Task goal — Pick every line with "family" from the material below.

Given information —

------------

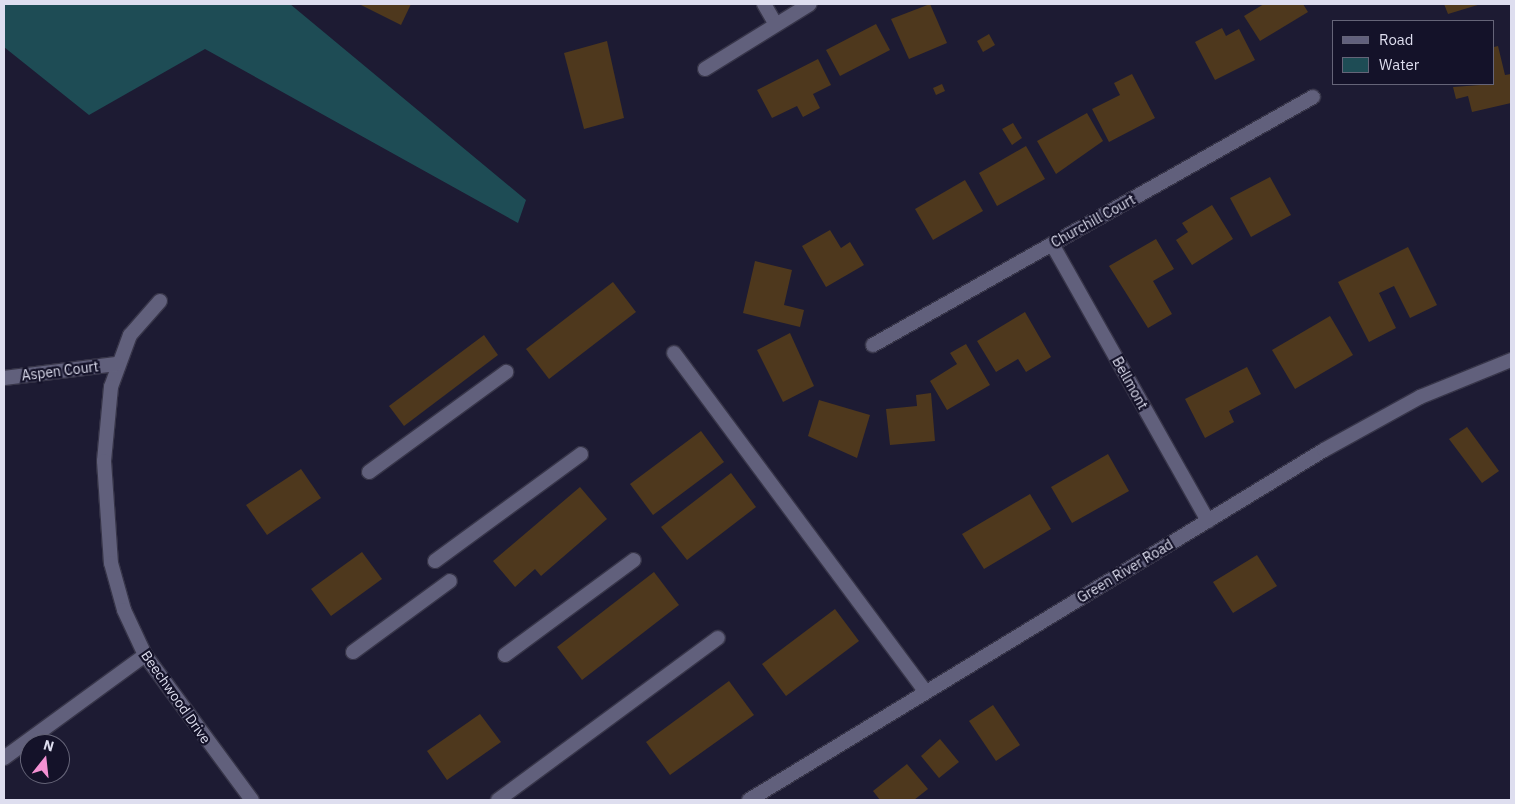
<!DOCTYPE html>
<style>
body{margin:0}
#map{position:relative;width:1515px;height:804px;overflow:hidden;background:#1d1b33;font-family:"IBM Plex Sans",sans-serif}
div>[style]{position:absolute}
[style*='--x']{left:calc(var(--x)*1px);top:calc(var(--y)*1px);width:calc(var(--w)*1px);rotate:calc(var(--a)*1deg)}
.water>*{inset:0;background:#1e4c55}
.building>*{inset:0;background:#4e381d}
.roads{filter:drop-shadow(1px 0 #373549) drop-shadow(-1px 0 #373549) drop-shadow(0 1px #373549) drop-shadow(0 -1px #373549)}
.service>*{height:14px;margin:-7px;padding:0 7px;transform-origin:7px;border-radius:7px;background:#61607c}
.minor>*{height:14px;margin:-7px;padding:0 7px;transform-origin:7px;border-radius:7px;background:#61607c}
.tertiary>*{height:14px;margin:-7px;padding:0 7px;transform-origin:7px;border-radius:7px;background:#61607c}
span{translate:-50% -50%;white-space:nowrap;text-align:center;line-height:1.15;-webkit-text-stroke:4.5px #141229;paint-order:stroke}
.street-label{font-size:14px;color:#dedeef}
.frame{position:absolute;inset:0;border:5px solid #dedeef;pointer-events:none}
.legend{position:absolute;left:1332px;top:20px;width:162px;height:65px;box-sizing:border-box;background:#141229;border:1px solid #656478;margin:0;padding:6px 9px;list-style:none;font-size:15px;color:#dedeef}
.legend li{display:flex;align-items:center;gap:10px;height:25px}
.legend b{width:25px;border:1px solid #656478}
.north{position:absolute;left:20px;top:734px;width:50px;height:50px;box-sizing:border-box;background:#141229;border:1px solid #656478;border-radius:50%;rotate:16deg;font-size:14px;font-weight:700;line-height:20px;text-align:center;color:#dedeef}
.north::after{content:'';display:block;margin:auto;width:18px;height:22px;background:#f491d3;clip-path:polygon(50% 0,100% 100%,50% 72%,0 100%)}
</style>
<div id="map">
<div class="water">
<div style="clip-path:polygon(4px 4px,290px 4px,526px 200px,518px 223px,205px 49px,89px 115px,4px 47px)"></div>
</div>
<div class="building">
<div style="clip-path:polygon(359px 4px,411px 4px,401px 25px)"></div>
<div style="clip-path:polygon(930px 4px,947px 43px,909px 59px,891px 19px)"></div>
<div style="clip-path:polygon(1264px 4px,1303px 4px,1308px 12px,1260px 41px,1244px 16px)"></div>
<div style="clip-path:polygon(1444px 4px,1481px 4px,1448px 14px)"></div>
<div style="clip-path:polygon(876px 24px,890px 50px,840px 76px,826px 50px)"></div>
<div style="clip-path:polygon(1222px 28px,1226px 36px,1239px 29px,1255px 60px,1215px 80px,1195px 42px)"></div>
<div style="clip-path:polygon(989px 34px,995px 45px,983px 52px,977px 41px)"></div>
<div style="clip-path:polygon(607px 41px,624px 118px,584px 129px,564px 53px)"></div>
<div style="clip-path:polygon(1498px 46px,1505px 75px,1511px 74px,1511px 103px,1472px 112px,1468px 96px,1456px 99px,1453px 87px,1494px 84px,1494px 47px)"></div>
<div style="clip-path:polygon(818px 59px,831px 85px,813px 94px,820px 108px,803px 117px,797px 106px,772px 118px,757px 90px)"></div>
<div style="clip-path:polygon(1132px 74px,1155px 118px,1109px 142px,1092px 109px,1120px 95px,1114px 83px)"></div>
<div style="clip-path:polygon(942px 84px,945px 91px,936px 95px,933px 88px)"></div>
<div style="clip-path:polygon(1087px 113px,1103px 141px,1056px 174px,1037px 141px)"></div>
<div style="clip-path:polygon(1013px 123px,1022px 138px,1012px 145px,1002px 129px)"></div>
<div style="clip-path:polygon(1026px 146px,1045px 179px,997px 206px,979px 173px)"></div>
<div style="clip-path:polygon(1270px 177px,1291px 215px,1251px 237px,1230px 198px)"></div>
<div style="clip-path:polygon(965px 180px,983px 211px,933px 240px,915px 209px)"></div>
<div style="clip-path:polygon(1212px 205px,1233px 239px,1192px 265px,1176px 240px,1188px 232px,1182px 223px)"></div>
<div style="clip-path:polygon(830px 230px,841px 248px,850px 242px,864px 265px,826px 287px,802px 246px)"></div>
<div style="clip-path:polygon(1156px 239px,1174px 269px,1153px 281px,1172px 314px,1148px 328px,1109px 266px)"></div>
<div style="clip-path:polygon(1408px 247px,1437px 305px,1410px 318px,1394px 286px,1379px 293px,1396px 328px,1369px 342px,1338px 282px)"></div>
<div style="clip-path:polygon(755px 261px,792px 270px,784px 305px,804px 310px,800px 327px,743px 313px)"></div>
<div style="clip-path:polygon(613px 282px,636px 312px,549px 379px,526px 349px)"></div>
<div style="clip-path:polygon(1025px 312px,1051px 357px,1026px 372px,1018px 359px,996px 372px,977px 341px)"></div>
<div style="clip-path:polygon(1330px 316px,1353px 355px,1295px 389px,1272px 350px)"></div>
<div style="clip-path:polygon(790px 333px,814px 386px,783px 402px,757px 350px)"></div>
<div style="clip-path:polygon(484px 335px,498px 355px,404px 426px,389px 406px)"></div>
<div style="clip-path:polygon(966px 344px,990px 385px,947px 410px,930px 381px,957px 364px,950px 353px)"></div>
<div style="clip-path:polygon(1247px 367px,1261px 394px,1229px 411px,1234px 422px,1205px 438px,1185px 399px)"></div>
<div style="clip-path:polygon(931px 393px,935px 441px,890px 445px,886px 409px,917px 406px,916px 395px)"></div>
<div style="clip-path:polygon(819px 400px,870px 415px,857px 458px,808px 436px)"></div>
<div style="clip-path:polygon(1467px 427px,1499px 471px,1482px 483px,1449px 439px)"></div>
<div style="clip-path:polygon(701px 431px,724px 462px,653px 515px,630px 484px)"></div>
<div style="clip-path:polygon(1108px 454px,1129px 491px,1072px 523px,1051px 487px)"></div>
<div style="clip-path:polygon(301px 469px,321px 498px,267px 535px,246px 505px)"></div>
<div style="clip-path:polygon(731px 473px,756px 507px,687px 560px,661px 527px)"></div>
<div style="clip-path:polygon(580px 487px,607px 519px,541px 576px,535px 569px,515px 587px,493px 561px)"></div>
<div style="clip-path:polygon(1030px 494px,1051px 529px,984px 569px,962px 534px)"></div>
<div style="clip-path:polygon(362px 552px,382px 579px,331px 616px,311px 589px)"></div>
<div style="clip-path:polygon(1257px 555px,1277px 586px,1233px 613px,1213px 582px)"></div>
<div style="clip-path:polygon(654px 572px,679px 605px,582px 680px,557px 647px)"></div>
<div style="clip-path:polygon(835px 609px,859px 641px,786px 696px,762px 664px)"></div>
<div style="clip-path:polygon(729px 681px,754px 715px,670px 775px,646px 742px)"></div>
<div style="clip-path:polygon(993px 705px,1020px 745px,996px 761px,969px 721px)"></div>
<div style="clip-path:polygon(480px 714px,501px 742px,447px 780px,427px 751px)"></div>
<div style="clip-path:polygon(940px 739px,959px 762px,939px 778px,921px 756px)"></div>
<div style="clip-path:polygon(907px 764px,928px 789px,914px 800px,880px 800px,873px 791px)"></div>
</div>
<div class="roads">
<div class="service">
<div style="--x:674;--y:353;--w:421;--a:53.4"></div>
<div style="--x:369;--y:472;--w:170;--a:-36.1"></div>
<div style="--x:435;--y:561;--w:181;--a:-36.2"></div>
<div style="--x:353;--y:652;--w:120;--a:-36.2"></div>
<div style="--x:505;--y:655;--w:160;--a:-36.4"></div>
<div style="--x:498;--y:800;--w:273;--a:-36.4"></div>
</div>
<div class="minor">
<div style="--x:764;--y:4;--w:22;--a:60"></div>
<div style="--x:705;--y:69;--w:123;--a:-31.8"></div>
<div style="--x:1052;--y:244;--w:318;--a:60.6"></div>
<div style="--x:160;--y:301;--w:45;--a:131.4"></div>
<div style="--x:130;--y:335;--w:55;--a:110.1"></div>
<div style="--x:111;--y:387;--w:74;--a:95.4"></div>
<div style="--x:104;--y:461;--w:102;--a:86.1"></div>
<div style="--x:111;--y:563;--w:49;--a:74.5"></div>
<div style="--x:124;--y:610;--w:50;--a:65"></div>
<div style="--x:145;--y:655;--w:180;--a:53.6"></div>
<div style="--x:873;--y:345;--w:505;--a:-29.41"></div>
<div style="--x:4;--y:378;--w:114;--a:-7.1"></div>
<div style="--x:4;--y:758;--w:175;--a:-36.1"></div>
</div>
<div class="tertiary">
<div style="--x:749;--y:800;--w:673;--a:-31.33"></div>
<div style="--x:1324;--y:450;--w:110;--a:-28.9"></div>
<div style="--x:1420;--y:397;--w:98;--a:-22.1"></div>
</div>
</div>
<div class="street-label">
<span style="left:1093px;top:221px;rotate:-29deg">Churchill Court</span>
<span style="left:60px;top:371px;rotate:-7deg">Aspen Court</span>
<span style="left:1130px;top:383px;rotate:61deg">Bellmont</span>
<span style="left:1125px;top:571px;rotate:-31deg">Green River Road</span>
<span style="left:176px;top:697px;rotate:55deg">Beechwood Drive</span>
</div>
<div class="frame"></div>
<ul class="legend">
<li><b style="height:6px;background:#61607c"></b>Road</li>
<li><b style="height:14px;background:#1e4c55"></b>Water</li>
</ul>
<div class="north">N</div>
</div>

------------

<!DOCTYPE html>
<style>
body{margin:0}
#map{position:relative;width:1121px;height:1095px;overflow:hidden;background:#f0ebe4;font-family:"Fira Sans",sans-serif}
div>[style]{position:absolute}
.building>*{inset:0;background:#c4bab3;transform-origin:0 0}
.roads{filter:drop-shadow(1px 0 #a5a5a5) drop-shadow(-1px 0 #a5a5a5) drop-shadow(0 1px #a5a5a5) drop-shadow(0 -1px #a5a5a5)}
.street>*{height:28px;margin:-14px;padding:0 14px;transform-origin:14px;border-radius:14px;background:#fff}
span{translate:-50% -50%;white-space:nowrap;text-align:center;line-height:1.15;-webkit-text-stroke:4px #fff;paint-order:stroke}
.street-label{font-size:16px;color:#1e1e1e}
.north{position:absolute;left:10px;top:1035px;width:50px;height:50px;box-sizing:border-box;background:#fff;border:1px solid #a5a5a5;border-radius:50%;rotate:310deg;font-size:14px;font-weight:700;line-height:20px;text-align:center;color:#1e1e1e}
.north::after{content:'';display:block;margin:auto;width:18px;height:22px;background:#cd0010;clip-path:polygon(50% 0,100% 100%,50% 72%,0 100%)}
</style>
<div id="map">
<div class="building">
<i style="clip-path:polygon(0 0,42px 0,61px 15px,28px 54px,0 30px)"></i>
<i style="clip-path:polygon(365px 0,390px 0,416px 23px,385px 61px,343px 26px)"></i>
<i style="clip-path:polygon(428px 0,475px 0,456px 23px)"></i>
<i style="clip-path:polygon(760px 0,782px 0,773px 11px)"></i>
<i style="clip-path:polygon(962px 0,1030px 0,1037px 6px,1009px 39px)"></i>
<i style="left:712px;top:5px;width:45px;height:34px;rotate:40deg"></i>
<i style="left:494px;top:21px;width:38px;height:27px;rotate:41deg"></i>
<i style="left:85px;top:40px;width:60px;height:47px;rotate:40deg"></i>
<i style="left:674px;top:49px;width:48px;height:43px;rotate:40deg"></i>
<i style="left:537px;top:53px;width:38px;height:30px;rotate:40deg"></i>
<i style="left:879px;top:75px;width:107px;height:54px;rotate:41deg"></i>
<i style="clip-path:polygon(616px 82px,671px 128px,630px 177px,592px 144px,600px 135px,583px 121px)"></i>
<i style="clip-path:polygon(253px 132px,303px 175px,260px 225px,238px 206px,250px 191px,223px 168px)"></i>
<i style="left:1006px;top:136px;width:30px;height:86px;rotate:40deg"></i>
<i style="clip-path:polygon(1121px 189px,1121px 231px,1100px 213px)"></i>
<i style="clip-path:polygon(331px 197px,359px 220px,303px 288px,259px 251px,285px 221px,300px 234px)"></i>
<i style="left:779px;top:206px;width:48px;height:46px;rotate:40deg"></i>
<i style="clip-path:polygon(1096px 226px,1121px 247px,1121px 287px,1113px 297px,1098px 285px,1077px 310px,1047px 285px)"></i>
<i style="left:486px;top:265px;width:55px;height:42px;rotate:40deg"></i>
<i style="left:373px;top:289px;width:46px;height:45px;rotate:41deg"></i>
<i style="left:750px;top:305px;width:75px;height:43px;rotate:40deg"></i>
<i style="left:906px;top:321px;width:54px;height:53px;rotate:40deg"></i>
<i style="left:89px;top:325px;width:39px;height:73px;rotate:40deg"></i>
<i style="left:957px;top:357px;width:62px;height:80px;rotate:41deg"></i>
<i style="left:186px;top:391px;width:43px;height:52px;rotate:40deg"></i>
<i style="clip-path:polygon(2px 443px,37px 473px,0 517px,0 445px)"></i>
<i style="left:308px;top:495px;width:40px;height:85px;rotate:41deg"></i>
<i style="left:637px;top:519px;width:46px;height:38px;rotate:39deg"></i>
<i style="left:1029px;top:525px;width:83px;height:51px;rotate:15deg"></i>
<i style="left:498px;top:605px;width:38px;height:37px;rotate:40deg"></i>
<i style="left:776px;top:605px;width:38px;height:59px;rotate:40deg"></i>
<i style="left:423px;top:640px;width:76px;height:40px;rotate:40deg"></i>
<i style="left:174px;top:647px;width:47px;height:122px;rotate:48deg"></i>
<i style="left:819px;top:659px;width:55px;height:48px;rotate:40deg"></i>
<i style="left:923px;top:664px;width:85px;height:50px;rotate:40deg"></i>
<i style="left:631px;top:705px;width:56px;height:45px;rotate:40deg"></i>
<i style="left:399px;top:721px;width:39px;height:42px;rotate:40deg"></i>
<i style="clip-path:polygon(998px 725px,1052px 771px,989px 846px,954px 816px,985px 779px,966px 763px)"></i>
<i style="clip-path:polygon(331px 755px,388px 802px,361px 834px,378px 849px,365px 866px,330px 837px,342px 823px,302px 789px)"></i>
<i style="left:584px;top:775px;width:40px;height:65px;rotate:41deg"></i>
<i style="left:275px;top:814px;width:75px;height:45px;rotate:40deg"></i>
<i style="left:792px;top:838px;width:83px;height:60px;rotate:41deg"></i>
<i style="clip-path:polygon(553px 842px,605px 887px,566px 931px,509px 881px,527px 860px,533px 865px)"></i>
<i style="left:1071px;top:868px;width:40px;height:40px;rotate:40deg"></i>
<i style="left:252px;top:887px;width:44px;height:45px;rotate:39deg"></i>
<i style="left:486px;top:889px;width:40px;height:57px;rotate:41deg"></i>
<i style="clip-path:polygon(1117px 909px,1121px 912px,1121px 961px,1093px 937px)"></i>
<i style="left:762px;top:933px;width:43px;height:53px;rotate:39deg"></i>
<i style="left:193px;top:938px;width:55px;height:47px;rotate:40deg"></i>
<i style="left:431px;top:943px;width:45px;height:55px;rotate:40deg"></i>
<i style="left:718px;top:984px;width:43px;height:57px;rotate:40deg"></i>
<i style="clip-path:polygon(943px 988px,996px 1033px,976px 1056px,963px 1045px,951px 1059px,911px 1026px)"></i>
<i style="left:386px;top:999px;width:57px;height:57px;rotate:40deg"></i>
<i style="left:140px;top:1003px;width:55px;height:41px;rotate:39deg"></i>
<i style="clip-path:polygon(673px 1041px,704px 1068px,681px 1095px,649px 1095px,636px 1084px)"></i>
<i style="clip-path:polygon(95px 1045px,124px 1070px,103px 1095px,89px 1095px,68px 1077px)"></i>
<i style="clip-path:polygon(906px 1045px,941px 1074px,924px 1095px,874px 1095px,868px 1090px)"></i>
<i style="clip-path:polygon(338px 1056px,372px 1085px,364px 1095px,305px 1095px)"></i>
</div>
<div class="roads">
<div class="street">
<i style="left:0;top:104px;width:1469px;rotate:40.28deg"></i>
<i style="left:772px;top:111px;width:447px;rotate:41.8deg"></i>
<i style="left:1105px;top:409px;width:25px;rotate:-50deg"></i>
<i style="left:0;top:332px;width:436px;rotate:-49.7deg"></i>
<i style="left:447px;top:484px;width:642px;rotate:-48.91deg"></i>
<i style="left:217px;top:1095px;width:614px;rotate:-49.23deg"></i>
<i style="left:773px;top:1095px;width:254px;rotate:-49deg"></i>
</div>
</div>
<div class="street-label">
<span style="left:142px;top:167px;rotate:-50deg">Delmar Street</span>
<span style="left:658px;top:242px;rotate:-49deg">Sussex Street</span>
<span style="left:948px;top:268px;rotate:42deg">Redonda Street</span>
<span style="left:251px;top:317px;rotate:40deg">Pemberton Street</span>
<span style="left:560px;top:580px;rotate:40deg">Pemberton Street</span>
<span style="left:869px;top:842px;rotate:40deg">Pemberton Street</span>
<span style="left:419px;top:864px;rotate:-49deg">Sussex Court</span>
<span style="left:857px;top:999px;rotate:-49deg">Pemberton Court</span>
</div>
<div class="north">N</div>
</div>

------------

Expected output —
#map{position:relative;width:1515px;height:804px;overflow:hidden;background:#1d1b33;font-family:"IBM Plex Sans",sans-serif}
#map{position:relative;width:1121px;height:1095px;overflow:hidden;background:#f0ebe4;font-family:"Fira Sans",sans-serif}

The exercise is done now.